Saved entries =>
# # #

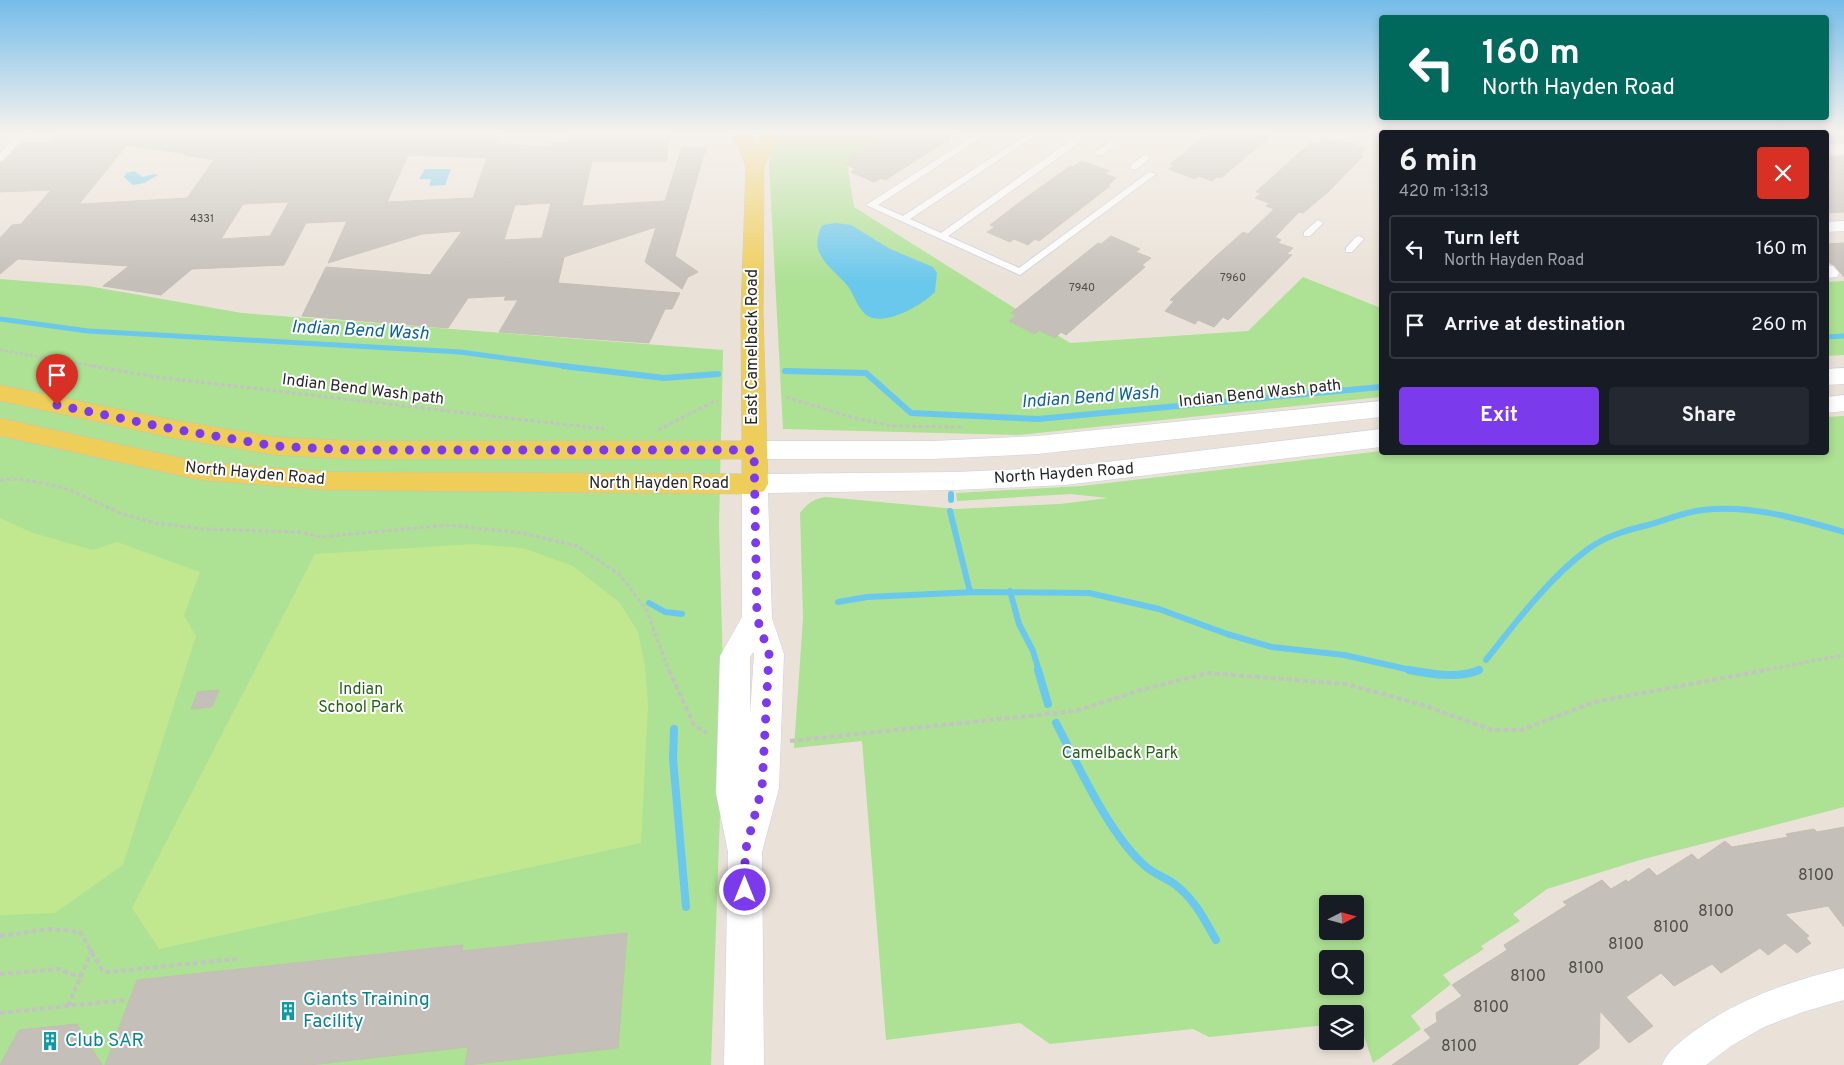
<!DOCTYPE html>
<meta charset="utf-8">
<style>
:root{--surface:#171b24;--page:#242831;--text:#f1f3f6;--muted:#9ea1a6;--line:#363941;--accent:#7c3aed}
body{margin:0;font-family:Overpass,sans-serif;background:var(--page);color:var(--text);height:100vh;display:flex;flex-direction:column;font-size:19px;white-space:nowrap}
*{box-sizing:border-box;margin:0}
p{font-size:16px;color:var(--muted)}
.icon{flex:none;width:28px;height:28px;fill:none;stroke:currentColor;stroke-width:2;stroke-linecap:round;stroke-linejoin:round}
.map{position:relative;flex:1;overflow:hidden}
.details{position:absolute;left:1379px;top:130px;width:450px;height:325px;display:flex;flex-direction:column;background:var(--surface);border-radius:5px;box-shadow:0 2px 8px #0003}
.details>*{flex:none}
.banner{position:absolute;left:1379px;top:15px;width:450px;height:105px;border-radius:5px;box-shadow:0 2px 8px #0003;background:#00695c;color:#fff;overflow:hidden}
.needle{width:32px;rotate:84deg}
.buttons{position:absolute;left:1319px;top:895px;display:grid;gap:10px}
.buttons a{display:grid;place-items:center;width:45px;height:45px;border-radius:5px;background:var(--surface);box-shadow:0 2px 8px #0003;font-size:25px}
.pin{position:absolute;display:grid;place-items:center;width:42px;height:42px;color:#fff;margin:-51px -21px;border-radius:50% 50% 50% 0;rotate:-45deg;box-shadow:0 0 5px #0007}
.pin .icon{rotate:45deg}
.me{position:absolute;width:55px;margin:-28px;rotate:0deg;stroke-linejoin:round;filter:drop-shadow(0 0 4px #0008)}
.turn{display:flex;align-items:center;gap:18px;height:105px;padding:0 20px;font-size:22px}
.turn .icon{width:65px;height:65px;stroke-width:2.5}
.turn b{display:block;font-size:35px;line-height:42px}
.round{display:grid;place-items:center;flex:none;width:52px;height:52px;border-radius:5px;background:var(--page)}
.overview{display:flex;align-items:center;justify-content:space-between;height:85px;padding:0 20px}
h1{font-size:30px;font-weight:700;line-height:38px}
.button{display:flex;gap:10px;margin-top:auto;padding:10px 20px}
.button a{flex:1;height:58px;border-radius:5px;background:var(--accent);color:#fff;font-size:20px;font-weight:700;line-height:58px;text-align:center}
.button a+a{background:var(--page);color:var(--text)}
ul{padding:0;list-style:none}
li{display:flex;align-items:center;gap:15px;height:68px;margin:0 10px 8px;padding:0 10px;border:2px solid var(--line);border-radius:5px}
li div{flex:1}
li b{display:block;font-size:19px}
li em{font-style:normal}
.map>svg:first-child{display:block}
</style>
<div class="map">
<svg width="1844" height="1065" viewBox="0 0 1844 1065">
<rect width="100%" height="100%" fill="#eae2d8"/>
<g fill="#ade193" fill-rule="evenodd">
<polygon points="778,133 896,133 847,164 854,207 1070,343 1248,331 1303,277 1381,308 1381,397 1019,435 783,429 769,164"/>
<polygon points="0,279 88,286 242,313 723,350 719,526 724,704 711,1065 0,1065"/>
<polygon points="1844,281 1844,355 1826,356 1826,282"/>
<path d="M1844,416v391l-204,53 -93,29 -34,25 7,7 -39,25 3,3 -41,26 8,9 -40,32 10,13 -48,34 -12,-36 -6,-1v-12h-27l-1,11 -118,12 -16,-8 -143,15 -30,-21 -134,17 -24,-299 -68,7 9,-130 -3,-105c8,-10 13,-14 26,-16l130,12 104,-5 48,-6 -38,-4 -113,7 -1,-8 126,-7 299,-35 445,1v-35zM1328,904h27v27h-27zM1328,959h27v27h-27z"/>
</g>
<g fill="#c1e88f">
<polygon points="0,518 33,533 93,550 117,542 200,572 184,616 196,636 123,865 55,913 0,915"/>
<polygon points="474,544 523,548 573,566 620,603 638,632 645,666 648,706 641,843 159,949 132,908 315,554"/>
</g>
<g fill="#6ac8ec">
<polygon points="425,169 451,169 445,185 429,186 431,179 419,179"/>
<polygon points="134,171 143,177 154,174 158,175 144,183 133,185 124,177 126,173"/>
<path d="M836,223l15,2 39,24 43,18 4,6 -2,19c-13,13 -53,37 -70,22 -9,-9 -11,-20 -18,-29 -12,-14 -34,-28 -29,-48 1,-3 2,-9 4,-11 2,-2 10,-2 14,-3z"/>
</g>
<g fill="none" stroke-linecap="round" stroke-linejoin="round">
<g stroke="#6ac8ec" stroke-width="5">
<polyline points="0,319 88,331 460,352 572,367"/>
<polyline points="1826,337 1844,336"/>
</g>
<g stroke="#6ac8ec" stroke-width="6">
<polyline points="563,366 664,378 718,374"/>
<polyline points="785,371 866,373 911,413 1038,419 1381,387"/>
<polyline points="951,494 951,500"/>
<polyline points="950,511 970,592"/>
<polyline points="1010,591 1019,624 1033,651 1039,671"/>
<polyline points="838,602 867,597 975,592 1089,593 1159,609 1227,634 1272,647 1344,655 1415,671"/>
<polyline points="649,603 665,612 682,614"/>
<path d="M1486,660c31,-39 62,-81 102,-111 18,-13 39,-19 60,-24 18,-5 36,-13 55,-15 47,-6 96,9 141,22"/>
<polyline points="1477,671 1479,670"/>
</g>
<g stroke="#6ac8ec" stroke-width="8">
<polyline points="1038,670 1048,704"/>
<path d="M1409,670c22,4 50,9 70,0"/>
<path d="M1056,723c22,42 53,111 88,142 8,8 20,12 29,18 21,15 31,36 43,57"/>
<polyline points="674,729 673,759 686,907"/>
</g>
</g>
<g fill="#c4bfb8" stroke="#c4beb2" fill-rule="evenodd">
<path d="M58,133h214l27,4 2,-4h197l1,11 51,2 1,-3 16,-1 3,-9h100l-4,28h-74l-10,45 83,-5 17,-54h24l-31,109 23,16 -10,5 -6,12 -37,-27 11,-35 -92,30 -6,26 122,10 -8,16h-7l-16,34 -150,-11 19,-32h-14l2,-4 -38,2 -20,30 -146,-12 24,-49 104,8 32,-44 -40,3 -94,29 19,-42 -41,2 -22,42 -92,4 -31,26 -58,-9 26,-20 -111,-7 -18,15v-36l12,-13 9,-1 30,-34 -51,2v-29l4,-2 17,-18 29,-1zM127,145l59,9 -2,1 30,5 -27,38 -108,6zM408,155l79,3 -14,40 -86,4zM289,202l-19,34 -49,3 22,-35zM551,203l-9,35 -38,2 11,-35z"/>
<polygon points="893,133 959,133 885,180 881,178 874,182 851,172 856,169 845,164 852,161 849,159"/>
<polygon points="1209,133 1274,133 1221,178 1217,177 1212,181 1199,176 1195,179 1169,169 1174,165 1170,164"/>
<polygon points="1826,133 1844,133 1844,142 1826,143"/>
<polygon points="1322,138 1334,142 1337,139 1366,148 1360,155 1363,156 1329,191 1303,213 1299,212 1275,237 1281,240 1278,243 1293,248 1287,254 1292,255 1228,320 1223,317 1214,327 1198,320 1195,324 1165,311 1174,301 1170,300 1215,257 1243,232 1248,234 1274,209 1266,206 1269,203 1255,198 1261,193 1256,192 1311,142 1316,144"/>
<polygon points="1844,156 1844,212 1826,213 1826,157"/>
<polygon points="1082,161 1109,171 1105,174 1116,178 1108,185 1110,186 1039,241 1035,239 1028,245 1014,239 1010,242 987,232 995,227 990,225 1020,202 1070,166 1073,167"/>
<polygon points="1111,236 1140,249 1136,252 1151,258 1142,265 1145,267 1066,335 1061,332 1055,338 1039,330 1035,334 1009,321 1016,315 1011,313 1098,243 1101,244"/>
<polygon points="1844,243 1844,277 1834,265 1826,261 1826,244"/>
<polygon points="219,690 212,707 191,709 198,692"/>
<polygon points="1844,827 1844,927 1828,906 1785,914 1809,936 1806,938 1811,943 1797,953 1785,943 1768,955 1760,948 1721,973 1712,964 1674,986 1661,973 1626,997 1653,1026 1629,1043 1600,1011 1599,1048 1577,1065 1392,1065 1431,1038 1424,1030 1437,1022 1436,1013 1462,996 1452,985 1507,950 1504,945 1567,905 1563,902 1602,880 1611,889 1626,880 1628,882 1649,868 1657,876 1692,854 1698,860 1725,841 1732,847 1788,837 1786,834 1814,829 1817,832"/>
<polygon points="627,933 618,1048 467,1065 465,1065 468,1047 310,1065 105,1065 137,980 463,945 462,951"/>
<polygon points="77,1024 102,1065 0,1065 19,1030"/>
</g>
<g fill="none" stroke-linecap="round" stroke-linejoin="round">
<g stroke="#cdd0e0" stroke-width="2">
<g id="service">
<polygon points="19,133 28,133 3,160 0,161 0,153"/>
<polygon points="978,133 988,133 878,205 903,216 1029,133 1039,133 910,219 941,233 1070,141 1076,141 1076,145 948,236 1019,268 1149,172 1156,174 1020,275 866,205"/>
<polygon points="1111,141 1114,142 1114,146 1102,155 1096,155 1096,151"/>
<polygon points="1146,154 1150,157 1149,159 1137,169 1131,169 1131,165"/>
<polygon points="1318,220 1323,223 1310,236 1304,236 1304,232"/>
<polygon points="1359,236 1364,239 1362,241 1352,252 1346,252 1346,248 1356,237"/>
</g>
</g>
<g stroke="#cdd0e0" stroke-width="1">
<g id="minor">
<polygon points="1844,144 1844,154 1826,155 1826,145"/>
<polygon points="1844,221 1844,231 1826,232 1826,222"/>
<polygon points="1826,265 1833,266 1839,273 1837,277 1826,278"/>
<path d="M1844,968v32l-41,12 -39,15 -33,19 -25,19h-44c6,-15 18,-23 31,-33 45,-33 97,-51 151,-64z"/>
</g>
</g>
<g stroke="#cdd0e0" stroke-width="1">
<g id="secondary">
<polygon points="1844,368 1844,384 1826,385 1826,369"/>
<polygon points="1844,395 1844,411 1826,413 1826,397"/>
<polygon points="1381,401 1381,417 1037,454 933,459 754,459 745,456 741,450 745,444 754,441 933,441 1037,436"/>
<path d="M1381,429v18l-316,38 -110,5 -187,3 4,125 12,36 -5,134 -17,64 2,213h-40l4,-213 -12,-59 4,-137 22,-39v-133l4,-7 9,-3 200,-2 110,-5zM753,652l1,2 -4,60v-57z"/>
</g>
</g>
<g stroke="#c3c3c3" stroke-width="1">
<polygon id="primary" points="735,133 753,133 756,147 761,139 761,133 779,133 779,139 764,166 763,314 768,484 764,491 755,494 330,490 200,480 0,436 0,418 200,462 330,472 742,474 742,459 350,459 275,455 173,438 0,401 0,385 173,420 275,437 350,441 742,441 741,314 746,166 735,140"/>
</g>
<polyline stroke="#c3c3c3" stroke-width="2.5" stroke-dasharray="3 2" stroke-linecap="butt" points="0,350 100,367"/>
<g stroke="#c3c3c3" stroke-width="3" stroke-dasharray="4 2.5" stroke-linecap="butt">
<polyline points="92,366 156,377 604,429"/>
<polyline points="786,397 847,416 891,426 964,427"/>
<polyline points="658,430 717,400"/>
<polyline points="0,480 17,479 48,484 70,490 122,514 155,523 203,529 299,532 320,537 448,525 522,533 577,546 619,574 646,609 669,671"/>
<polyline points="1760,671 1844,655"/>
</g>
<g stroke="#c3c3c3" stroke-width="4" stroke-dasharray="5 3" stroke-linecap="butt">
<polyline points="669,670 694,725 707,733"/>
<polyline points="790,741 1076,711 1141,690 1208,673 1346,684 1423,705 1492,730 1521,730 1594,702 1766,670"/>
<polyline points="0,936 50,929 80,932 102,970 108,972 237,959"/>
<polyline points="0,974 60,969 69,974 81,976"/>
<polyline points="68,1006 92,950"/>
<polyline points="0,1013 125,1000"/>
</g>
<use href="#service" fill="#fff" fill-rule="evenodd"/>
<use href="#minor" fill="#fff" fill-rule="evenodd"/>
<use href="#secondary" fill="#fff" fill-rule="evenodd"/>
<use href="#primary" fill="#eece58" fill-rule="evenodd"/>
</g>
<linearGradient id="sky" x2="0" y2="1"><stop stop-color="#75bcea"/><stop offset="0.47" stop-color="#f6f2ed"/><stop offset="1" stop-color="#f6f2ed" stop-opacity="0"/></linearGradient>
<rect width="1844" height="282" fill="url(#sky)"/>
<g fill="none" stroke-linecap="round" stroke-linejoin="round">
<polyline stroke="#7c3aed" stroke-width="9" stroke-dasharray="0 16.2" points="57,405 173,429 275,446 350,450 754,450 757,618 769,654 762,788 745,852 745,890"/>
</g>
<defs>
<g id="building-bare" transform="scale(1.5)"><path d="M-4-6H4V6H1V3H-1V6H-4ZM-2.5-4.3h1.7v1.8h-1.7ZM.8-4.3h1.7v1.8H.8ZM-2.5-1h1.7V.8h-1.7ZM.8-1h1.7V.8H.8Z" fill="#0f9aa8" stroke="#fff" stroke-width="2.5" paint-order="stroke"/></g>
</defs>
<g fill-rule="evenodd">
<use href="#building-bare" x="288" y="1011"/>
<use href="#building-bare" x="50" y="1041"/>
</g>
<g text-anchor="middle" dominant-baseline="central" stroke-width="4" stroke-linejoin="round" paint-order="stroke">
<g font-size="11" fill="#4e4d4b">
<text x="202" y="219">4331</text>
<text x="1233" y="278">7960</text>
<text x="1082" y="288">7940</text>
</g>
<g font-size="16" fill="#272727" stroke="#fff">
<text transform="translate(753 347) rotate(-90)">East Camelback Road</text>
<text transform="translate(363 390) rotate(7)">Indian Bend Wash path</text>
<text transform="translate(1260 394) rotate(-6)">Indian Bend Wash path</text>
<text transform="translate(255 474) rotate(5)">North Hayden Road</text>
<text transform="translate(1064 474) rotate(-4)">North Hayden Road</text>
<text x="659" y="484">North Hayden Road</text>
</g>
<g font-size="16" fill="#276119" stroke="#fff">
<text x="361" y="690">Indian<tspan x="361" dy="18">School Park</tspan></text>
<text x="1120" y="754">Camelback Park</text>
</g>
<g font-size="16" fill="#4e4d4b">
<text x="1816" y="876">8100</text>
<text x="1716" y="912">8100</text>
<text x="1671" y="928">8100</text>
<text x="1626" y="945">8100</text>
<text x="1586" y="969">8100</text>
<text x="1528" y="977">8100</text>
<text x="1491" y="1008">8100</text>
<text x="1459" y="1047">8100</text>
</g>
<g font-size="18" font-style="italic" fill="#0e6393" stroke="#fff">
<text transform="translate(360 331) rotate(3)">Indian Bend Wash</text>
<text transform="translate(1090 398) rotate(-4)">Indian Bend Wash</text>
</g>
<g font-size="19" fill="#0d838f" stroke="#fff" text-anchor="start">
<text x="303" y="1000">Giants Training<tspan x="303" dy="22">Facility</tspan></text>
<text x="65" y="1041">Club SAR</text>
</g>
</g>
</svg>
<div class="buttons">
<a><svg class="needle" viewBox="-14 -14 28 28"><path d="M0-13l5 13h-10z" fill="#e53935"/><path d="M0 13l5-13h-10z" fill="#9ea1a6"/></svg></a>
<a><svg class="icon" aria-label="search" viewBox="0 0 24 24"><circle cx="10" cy="10" r="6"/><path d="M15 15l6 6"/></svg></a>
<a><svg class="icon" aria-label="layers" viewBox="0 0 24 24"><path d="M12 4l9 5-9 5-9-5zM3 14l9 5 9-5"/></svg></a>
</div>
<div class="pin" style="left:57px;top:405px;background:#d93025"><svg class="icon" aria-label="arrive" viewBox="0 0 24 24"><path d="M6 21V4h12l-3 4 3 4H6"/></svg></div>
<svg class="me" style="left:745px;top:890px" viewBox="-20 -20 40 40"><circle r="17" fill="#7c3aed" stroke="#fff" stroke-width="3"/><path d="M0-11L8 9 0 5-8 9z" fill="#fff"/></svg>
<div class="banner">
<div class="turn"><svg class="icon" aria-label="left" viewBox="0 0 24 24"><path d="M17 20v-9H6M10 6l-5 5 5 5"/></svg><div><b>160 m</b>North Hayden Road</div></div>
</div>
<section class="details">
<div class="overview"><div><h1>6 min</h1><p>420 m · 13:13</p></div><a class="round" style="background:#d93025;color:#fff"><svg class="icon" aria-label="close" viewBox="0 0 24 24"><path d="M6 6l12 12M18 6L6 18"/></svg></a></div>
<ul>
<li><svg class="icon" aria-label="left" viewBox="0 0 24 24"><path d="M17 20v-9H6M10 6l-5 5 5 5"/></svg><div><b>Turn left</b><p>North Hayden Road</p></div><em>160 m</em></li>
<li><svg class="icon" aria-label="arrive" viewBox="0 0 24 24"><path d="M6 21V4h12l-3 4 3 4H6"/></svg><div><b>Arrive at destination</b></div><em>260 m</em></li>
</ul>
<div class="button"><a>Exit</a><a>Share</a></div>
</section>
</div>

# # #

If a line in the records contains the string "margin", copy it out.

body{margin:0;font-family:Overpass,sans-serif;background:var(--page);color:var(--text);height:100vh;display:flex;flex-direction:column;font-size:19px;white-space:nowrap}
*{box-sizing:border-box;margin:0}
.pin{position:absolute;display:grid;place-items:center;width:42px;height:42px;color:#fff;margin:-51px -21px;border-radius:50% 50% 50% 0;rotate:-45deg;box-shadow:0 0 5px #0007}
.me{position:absolute;width:55px;margin:-28px;rotate:0deg;stroke-linejoin:round;filter:drop-shadow(0 0 4px #0008)}
.button{display:flex;gap:10px;margin-top:auto;padding:10px 20px}
li{display:flex;align-items:center;gap:15px;height:68px;margin:0 10px 8px;padding:0 10px;border:2px solid var(--line);border-radius:5px}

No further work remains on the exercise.